D The client who is unconscious and has massive aortic bleeding is unlikely to survive and would be "black-tagged" and assigned to a nursing assistant. The client with rib fractures and dyspnea, the client with chest pain, and the client with a femoral fracture with palpable pulses are likely to survive and should be delegated to licensed staff members.

The client is a burn victim who is noted to have increasing edema and decreased urine output as a result of the inflammatory compensation response. What does the nurse do first? Administer a diuretic. Provide a fluid bolus. Recalculate fluid replacement based on time of hospital arrival. Titrate fluid replacement.

D The intravenous fluid rate should be adjusted on the basis of urine output plus serum electrolyte values (titration of fluids). A common mistake in treatment is giving diuretics to increase urine output. Giving a diuretic will actually decrease circulating volume and cardiac output by pulling fluid from the circulating blood volume to enhance diuresis. Fluid boluses are avoided because they increase capillary pressure and worsen edema. Fluid replacement formulas are calculated from the time of injury, not from the time of arrival at the hospital.
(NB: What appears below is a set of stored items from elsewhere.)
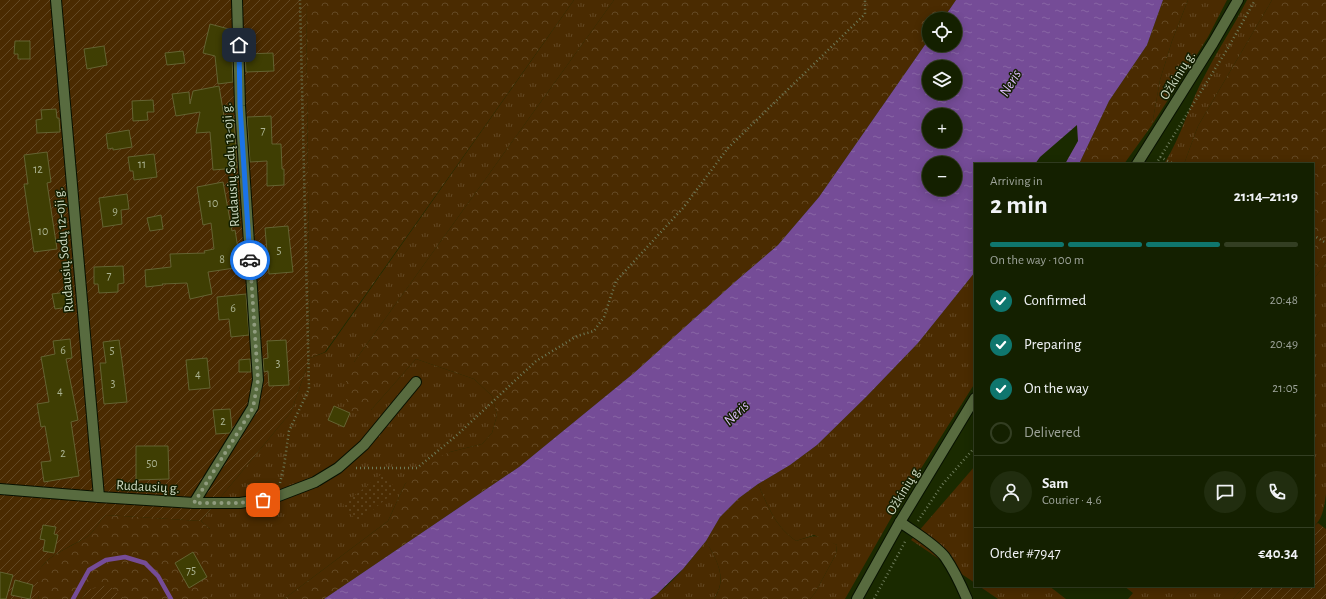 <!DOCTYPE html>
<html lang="en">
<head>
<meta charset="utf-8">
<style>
  body { margin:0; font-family:"Alegreya Sans",sans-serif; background:#212d0f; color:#f1f3f6; height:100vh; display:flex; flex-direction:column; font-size:15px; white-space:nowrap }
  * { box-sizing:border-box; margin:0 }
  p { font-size:13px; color:#9da399 }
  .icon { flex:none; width:22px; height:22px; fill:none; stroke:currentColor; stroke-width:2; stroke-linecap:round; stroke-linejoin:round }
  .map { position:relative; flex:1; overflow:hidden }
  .sheet { position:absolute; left:974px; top:163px; width:340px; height:424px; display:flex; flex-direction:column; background:#142000; border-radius:0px; box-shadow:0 2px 10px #0003,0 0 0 1px #333e22 }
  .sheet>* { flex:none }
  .tools { position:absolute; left:922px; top:12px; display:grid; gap:8px }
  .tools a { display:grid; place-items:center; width:40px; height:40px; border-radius:50%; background:#142000; box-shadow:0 2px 10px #0003,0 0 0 1px #333e22; font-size:20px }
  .pin { position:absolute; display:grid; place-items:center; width:34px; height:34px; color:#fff; margin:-17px; border-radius:8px; box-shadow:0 2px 6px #0006 }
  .courier { position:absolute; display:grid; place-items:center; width:40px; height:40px; margin:-20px; border:3px solid #1a73e8; border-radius:50%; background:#fff; color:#222; box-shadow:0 1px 5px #0007 }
  .head em { font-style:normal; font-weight:600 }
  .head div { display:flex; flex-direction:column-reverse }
  .head { display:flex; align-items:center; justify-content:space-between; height:68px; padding:0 16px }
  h1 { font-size:26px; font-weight:600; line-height:30px }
  .bar { display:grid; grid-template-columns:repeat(4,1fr); gap:6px 4px; align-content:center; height:48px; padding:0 16px }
  .bar i { height:5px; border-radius:3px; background:#333e22 }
  .bar .active { background:#0f766e }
  .bar p { grid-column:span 4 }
  .line { display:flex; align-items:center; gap:10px; padding:0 16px; border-top:1px solid #333e22 }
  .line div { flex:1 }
  .round { display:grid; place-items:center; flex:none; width:42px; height:42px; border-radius:21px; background:#212d0f }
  ol { padding:0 16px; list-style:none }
  li { display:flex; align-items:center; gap:12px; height:44px }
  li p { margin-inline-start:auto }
  li .icon { padding:4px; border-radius:50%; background:#0f766e; color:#fff; stroke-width:4 }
  li:last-child { color:#9da399 }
  li i { width:22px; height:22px; border:2px solid #333e22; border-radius:50% }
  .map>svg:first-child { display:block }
  .grass { fill:url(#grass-tufts) }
  .forest { fill:url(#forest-crowns) }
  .park { fill:url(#park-dots) }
  .garden { fill:url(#garden-furrows) }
  .water { fill:url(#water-ripples); fill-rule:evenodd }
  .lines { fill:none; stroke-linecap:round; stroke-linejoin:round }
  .stream { stroke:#754c97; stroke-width:4.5 }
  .building { fill:#3f3e03; stroke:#646332 }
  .minor-casing { stroke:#071100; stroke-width:12 }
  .path { stroke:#6d7b59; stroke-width:2.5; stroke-dasharray:1 3; stroke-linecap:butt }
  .minor { stroke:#586b3f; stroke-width:10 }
  .done { stroke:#909c7e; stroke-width:4; stroke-dasharray:0 7.2 }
  .route { stroke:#1a73e8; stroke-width:5 }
  .labels { text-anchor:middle; stroke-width:3; stroke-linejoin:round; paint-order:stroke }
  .number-label { font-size:12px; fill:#abb392 }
  .street-label { font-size:14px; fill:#cfdac2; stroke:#131f01 }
  .water-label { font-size:15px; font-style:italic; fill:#dcbcfa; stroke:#131f01 }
</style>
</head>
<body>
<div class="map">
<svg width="1326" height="599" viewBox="0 0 1326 599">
  <defs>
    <pattern id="grass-tufts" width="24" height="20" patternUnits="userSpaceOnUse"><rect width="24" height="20" fill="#4a2b01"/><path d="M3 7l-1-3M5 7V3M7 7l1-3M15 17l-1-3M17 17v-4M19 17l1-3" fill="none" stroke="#634924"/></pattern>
    <pattern id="forest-crowns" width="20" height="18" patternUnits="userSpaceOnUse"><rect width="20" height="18" fill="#4a2b01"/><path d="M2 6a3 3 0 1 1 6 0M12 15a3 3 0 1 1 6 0" fill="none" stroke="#634924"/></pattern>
    <pattern id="park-dots" width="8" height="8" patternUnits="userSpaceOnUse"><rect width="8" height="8" fill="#4a2b01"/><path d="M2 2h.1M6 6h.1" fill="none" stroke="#634924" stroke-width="1.8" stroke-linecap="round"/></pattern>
    <pattern id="garden-furrows" width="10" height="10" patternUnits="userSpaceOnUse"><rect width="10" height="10" fill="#4a2b01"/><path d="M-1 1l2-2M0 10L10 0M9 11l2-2" fill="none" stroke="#634924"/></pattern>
    <pattern id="water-ripples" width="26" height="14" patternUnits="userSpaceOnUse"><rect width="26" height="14" fill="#754c97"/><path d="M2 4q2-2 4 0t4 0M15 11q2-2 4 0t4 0" fill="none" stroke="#8865a4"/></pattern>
  </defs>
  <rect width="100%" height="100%" fill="#1a2a00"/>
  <g class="grass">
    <polygon points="574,0 614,0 354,362 371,410 416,359 474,379 492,396 497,415 492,433 482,444 450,452 405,484 388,521 284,599 210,599 210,529 201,521 291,412 310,358 326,352"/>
    <polygon points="1188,0 1227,0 1208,37 1152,125 1160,80 1172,41"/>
    <path d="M1247 0H1272L1198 126 1184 164H1164C1182 136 1189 104 1205 75 1218 49 1234 26 1247 0Z"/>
    <path d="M1326 263V494C1324 507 1323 519 1313 527V280Z"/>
    <path d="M975 272V383L903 497 845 599H810L815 593 836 554 837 545 814 535 796 541C774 525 769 508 758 484L790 465 817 445 866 397 918 343Z"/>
    <polygon points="975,466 975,583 911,540"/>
    <path d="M706 541C717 561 728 578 714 599H650C672 585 689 562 706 541Z"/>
    <polygon points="979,586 1049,586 1066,599 998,599"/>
    <polygon points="1124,586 1244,586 1233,599 1128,599 1133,593"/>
  </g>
  <g class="forest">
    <polygon points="306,0 574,0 325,352 310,358"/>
    <path d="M614 0H956L943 19H929V39L819 197 778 245 736 281 634 373 519 467 324 599H284L388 521 405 484 430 461 450 452 482 444 492 433 497 415 492 396 474 379 416 359 371 410 357 414 348 409C343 386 344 383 354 362Z"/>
    <polygon points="1163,0 1188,0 1172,41 1160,80 1152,125 1124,164 1079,164 1109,101 1147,45"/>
    <polygon points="1272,0 1326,0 1326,263 1313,280 1313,164 1184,164 1198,126"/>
    <path d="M758 484C769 508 774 525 796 541 817 534 818 534 837 545L836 554 815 593 810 599H714C728 578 717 561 706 541L720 517 739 498Z"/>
    <path d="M106 515 201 521 210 529V599H125L87 590 82 599H38L39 596C39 590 37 584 37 578 38 558 74 546 88 536 95 531 99 521 106 515Z"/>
  </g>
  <polygon class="park" points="383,473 397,490 358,522 343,505"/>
  <g class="garden">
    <path d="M0 0H306L310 358 291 412 201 521 106 515C99 521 95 531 88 536 75 545 44 556 39 572 35 581 42 589 38 599H0Z"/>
    <polygon points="1318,523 1326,529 1326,599 1233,599 1244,586 1313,586 1313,527"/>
    <polygon points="108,585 125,599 82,599 87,590"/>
  </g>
  <path class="water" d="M956 0H1163L1147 45 1109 101 1079 164H1065L1078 141 1077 125 1040 157 1035 164H975V272L918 343 866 397 817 445 790 465 758 484 739 498 720 517 706 541 683 569 656 595 650 599H324L519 467 634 373 736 281 778 245 819 197 929 39V45H955V19H943ZM929 67H955V93H929ZM929 115H955V141H929ZM929 163H955V189H929Z"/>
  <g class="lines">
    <polyline class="stream" points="73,599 89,570 106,560 125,557 145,563 158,576 171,599"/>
  </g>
  <g class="building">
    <polygon points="210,24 229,29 224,46 232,48 230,55 232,54 233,82 218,84 215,56 203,53"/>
    <polygon points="15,41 30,41 30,59 18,59 18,54 14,54"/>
    <polygon points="104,46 107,65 87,69 84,49"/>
    <polygon points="183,51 185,63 167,65 165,53"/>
    <polygon points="273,53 274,71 246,72 245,54"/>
    <polygon points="219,86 224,116 232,115 232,118 234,118 237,168 213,170 210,132 196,133 200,112 176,116 172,94 189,92 190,104 193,91"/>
    <polygon points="153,100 154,112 147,112 148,120 133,121 132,101"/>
    <polygon points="56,109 57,118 59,118 60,132 37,133 36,120 42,119 41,110"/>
    <polygon points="271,116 272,144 281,144 282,169 284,169 284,185 267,186 267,161 250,162 247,117"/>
    <polygon points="129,130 132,147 113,150 113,148 108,149 106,134"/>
    <polygon points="47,152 51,182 47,183 57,249 34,252 24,184 28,184 24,155"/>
    <polygon points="154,154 157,177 134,180 133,171 130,171 128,157"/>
    <polygon points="223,182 232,231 235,230 241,267 208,272 212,294 190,299 187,283 162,284 163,285 146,287 145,270 171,267 170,254 205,253 204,251 214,249 211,223 203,225 197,187"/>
    <polygon points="127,194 129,209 121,210 122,224 103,227 99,198"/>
    <polygon points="161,215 163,229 150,231 147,218"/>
    <polygon points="288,226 293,272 269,274 265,228"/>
    <polygon points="123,266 124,283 118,284 118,292 99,293 98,284 94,284 94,267"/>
    <polygon points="67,292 69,307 55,309 52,294"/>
    <polygon points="246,294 249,335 231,337 229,319 219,320 217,297"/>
    <polygon points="70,339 72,358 66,359 78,420 71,422 79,476 44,482 41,462 51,461 45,426 41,427 37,404 49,402 41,357 55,354 53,341"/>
    <polygon points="119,340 122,361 127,402 104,404 100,363 106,363 103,342"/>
    <polygon points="286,340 289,385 269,386 268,371 264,372 263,359 268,358 267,341"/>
    <polygon points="207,358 210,388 189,390 186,360"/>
    <polygon points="250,359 251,372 239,372 239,360"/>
    <polygon points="334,406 350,413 344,427 328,420"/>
    <polygon points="230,409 232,429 230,433 216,434 213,410"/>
    <polygon points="136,446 168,446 169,479 136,480"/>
    <polygon points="43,525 56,527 54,534 58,535 54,553 43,551 45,540 40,539"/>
    <polygon points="193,552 207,577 189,588 175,563"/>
    <polygon points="0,572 13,575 6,599 0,599"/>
    <polygon points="15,580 33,585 30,599 11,595"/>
  </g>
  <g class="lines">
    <defs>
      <g id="minor">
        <polyline points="56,0 99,497"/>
        <polyline points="1137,164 1213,43 1238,0"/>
        <polyline points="0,489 99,497 194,503 240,503 276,497 315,482 338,468 364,445 416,382"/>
        <polyline points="194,503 253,407 258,380 240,106 237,0"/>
        <path d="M900 522C914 532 935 544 945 557 954 570 961 585 967 599"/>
        <polyline points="857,599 900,522 975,398"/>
      </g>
    </defs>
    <use href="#minor" class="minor-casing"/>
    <g class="path">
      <polyline points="1160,157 1174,164"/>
      <polyline points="1156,164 1228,48 1255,0"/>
      <polyline points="1313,235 1326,243"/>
      <polyline points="356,468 417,468 456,436 536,361 577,336 594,331 604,317 616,281 683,208 728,148 865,14 865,0"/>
      <polyline points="280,483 284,466 289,431 309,389 300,0"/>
      <polyline points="918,521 942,485 975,447"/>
      <polyline points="874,599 906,540"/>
    </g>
    <use href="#minor" class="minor"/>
  </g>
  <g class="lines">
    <polyline class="done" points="250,260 258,380 253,408 194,503 240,503 263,500"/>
    <polyline class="route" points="239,45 240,106 250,260"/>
  </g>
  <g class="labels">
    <g class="number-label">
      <text x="263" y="134">7</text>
      <text x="142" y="168">11</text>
      <text x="38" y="173">12</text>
      <text x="213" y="207">10</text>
      <text x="115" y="215">9</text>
      <text x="43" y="235">10</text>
      <text x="279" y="254">5</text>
      <text x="222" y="263">8</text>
      <text x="109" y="279">7</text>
      <text x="233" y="312">6</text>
      <text x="63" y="354">6</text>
      <text x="112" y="354">5</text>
      <text x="278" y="367">3</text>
      <text x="198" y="378">4</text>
      <text x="113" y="387">3</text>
      <text x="60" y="395">4</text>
      <text x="223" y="425">2</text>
      <text x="63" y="457">2</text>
      <text x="152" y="467">50</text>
      <text x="191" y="574">75</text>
    </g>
    <g class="street-label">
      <text transform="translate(1177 75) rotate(-58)" y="5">Ožkinių g.</text>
      <text transform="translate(230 165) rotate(-94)" y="5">Rudausių Sodų 13-oji g.</text>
      <text transform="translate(63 250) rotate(-95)" y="5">Rudausių Sodų 12-oji g.</text>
      <text transform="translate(148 486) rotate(3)" y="5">Rudausių g.</text>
      <text transform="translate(903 490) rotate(-59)" y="5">Ožkinių g.</text>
    </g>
    <g class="water-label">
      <text transform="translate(1010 83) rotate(-59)" y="5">Neris</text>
      <text transform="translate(736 413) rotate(-43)" y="5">Neris</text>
    </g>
  </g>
</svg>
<div class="tools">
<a><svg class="icon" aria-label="locate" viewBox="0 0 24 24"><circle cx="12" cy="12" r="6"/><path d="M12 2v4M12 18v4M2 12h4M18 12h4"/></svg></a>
<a><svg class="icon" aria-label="layers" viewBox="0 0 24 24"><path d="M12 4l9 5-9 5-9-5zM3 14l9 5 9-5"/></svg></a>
<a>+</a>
<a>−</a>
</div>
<div class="pin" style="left:263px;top:500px;background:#ea580c"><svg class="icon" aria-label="bag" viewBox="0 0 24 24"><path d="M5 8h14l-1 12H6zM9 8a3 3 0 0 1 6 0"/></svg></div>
<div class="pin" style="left:239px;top:45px;background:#1f2937"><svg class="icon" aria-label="home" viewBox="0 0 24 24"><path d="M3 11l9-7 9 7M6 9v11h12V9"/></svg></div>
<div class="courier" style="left:250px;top:260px"><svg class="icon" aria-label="car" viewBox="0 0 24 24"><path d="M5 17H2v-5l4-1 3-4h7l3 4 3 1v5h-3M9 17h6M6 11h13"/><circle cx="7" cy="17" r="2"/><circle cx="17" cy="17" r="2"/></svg></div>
<section class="sheet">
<div class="head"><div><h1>2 min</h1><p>Arriving in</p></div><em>21:14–21:19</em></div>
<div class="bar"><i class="active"></i><i class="active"></i><i class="active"></i><i></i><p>On the way · 100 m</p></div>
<ol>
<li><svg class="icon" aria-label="check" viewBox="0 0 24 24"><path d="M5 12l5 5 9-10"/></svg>Confirmed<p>20:48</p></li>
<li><svg class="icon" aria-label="check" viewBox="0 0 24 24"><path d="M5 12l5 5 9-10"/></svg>Preparing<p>20:49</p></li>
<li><svg class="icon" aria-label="check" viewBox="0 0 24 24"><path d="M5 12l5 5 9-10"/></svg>On the way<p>21:05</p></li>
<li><i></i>Delivered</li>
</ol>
<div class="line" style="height:72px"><a class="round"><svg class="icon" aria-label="person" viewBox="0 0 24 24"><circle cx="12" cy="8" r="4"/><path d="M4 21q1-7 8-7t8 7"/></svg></a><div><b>Sam</b><p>Courier · 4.6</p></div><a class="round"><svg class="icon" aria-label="chat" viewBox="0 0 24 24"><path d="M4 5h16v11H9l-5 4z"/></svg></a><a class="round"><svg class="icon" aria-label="phone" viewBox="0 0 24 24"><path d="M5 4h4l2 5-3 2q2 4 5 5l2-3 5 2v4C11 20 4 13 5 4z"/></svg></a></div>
<div class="line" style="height:52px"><div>Order #7947</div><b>€40.34</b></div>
</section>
</div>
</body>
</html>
An air medical helicopter arrives on the scene of a high-speed motorcycle collision with a train. The client was not wearing a helmet and is very confused, with a Glasgow Coma Scale score of 13. There is an apparent partial amputation of both hands. Vital signs are stable and the airway is secure. Which level of trauma center would be the most appropriate destination for this client? Level I Level II Level III Level IV

a The American College of Surgeons defines a Level I trauma center as a regional resource facility capable of "providing leadership and total care for every aspect of injury, from prevention through rehabilitation." A Level II trauma center may not be able to meet the resource needs of clients who require very complex injury management, such as those in need of advanced surgical care. The primary focus of a Level III trauma center is injury stabilization and client transfer. In a Level IV trauma center, clients are stabilized to the best degree possible before transfer, with the use of available personnel. Resources, including the consistent availability of a physician, may be extremely limited.

Which factors indicate that a client's burn wounds are becoming infected? (Select all that apply.) Dry, crusty granulation tissue Elevated blood pressure Hypoglycemia Edema of the skin around the wound Tachycardia

a d e Pale, boggy, dry, or crusted granulation tissue is a sign of infection, as is swelling or edema of the skin around the wound. Tachycardia is a systemic sign of infection. Hypotension, not elevated blood pressure, and hyperglycemia, not hypoglycemia, are systemic signs of infection.

A nursing student is caring for a client with open-wound burns. Which nursing interventions does the nursing student provide for this client? (Select all that apply.) Provides cushions and rugs for comfort Performs frequent handwashing Places plants in the client's room Performs gloved dressing changes Uses disposable dishes

b d e Handwashing is the most effective technique for preventing infection. Gloves should be worn when changing dressings to reduce the risk for infection. Equipment is not shared with other clients to prevent the risk for infection. Disposable items (e.g., pillows, dishes) are used as much as possible. Cushions and rugs are difficult to clean and may harbor organisms, and so are not provided. To avoid exposure to Pseudomonas, having plants or flowers in the room is prohibited.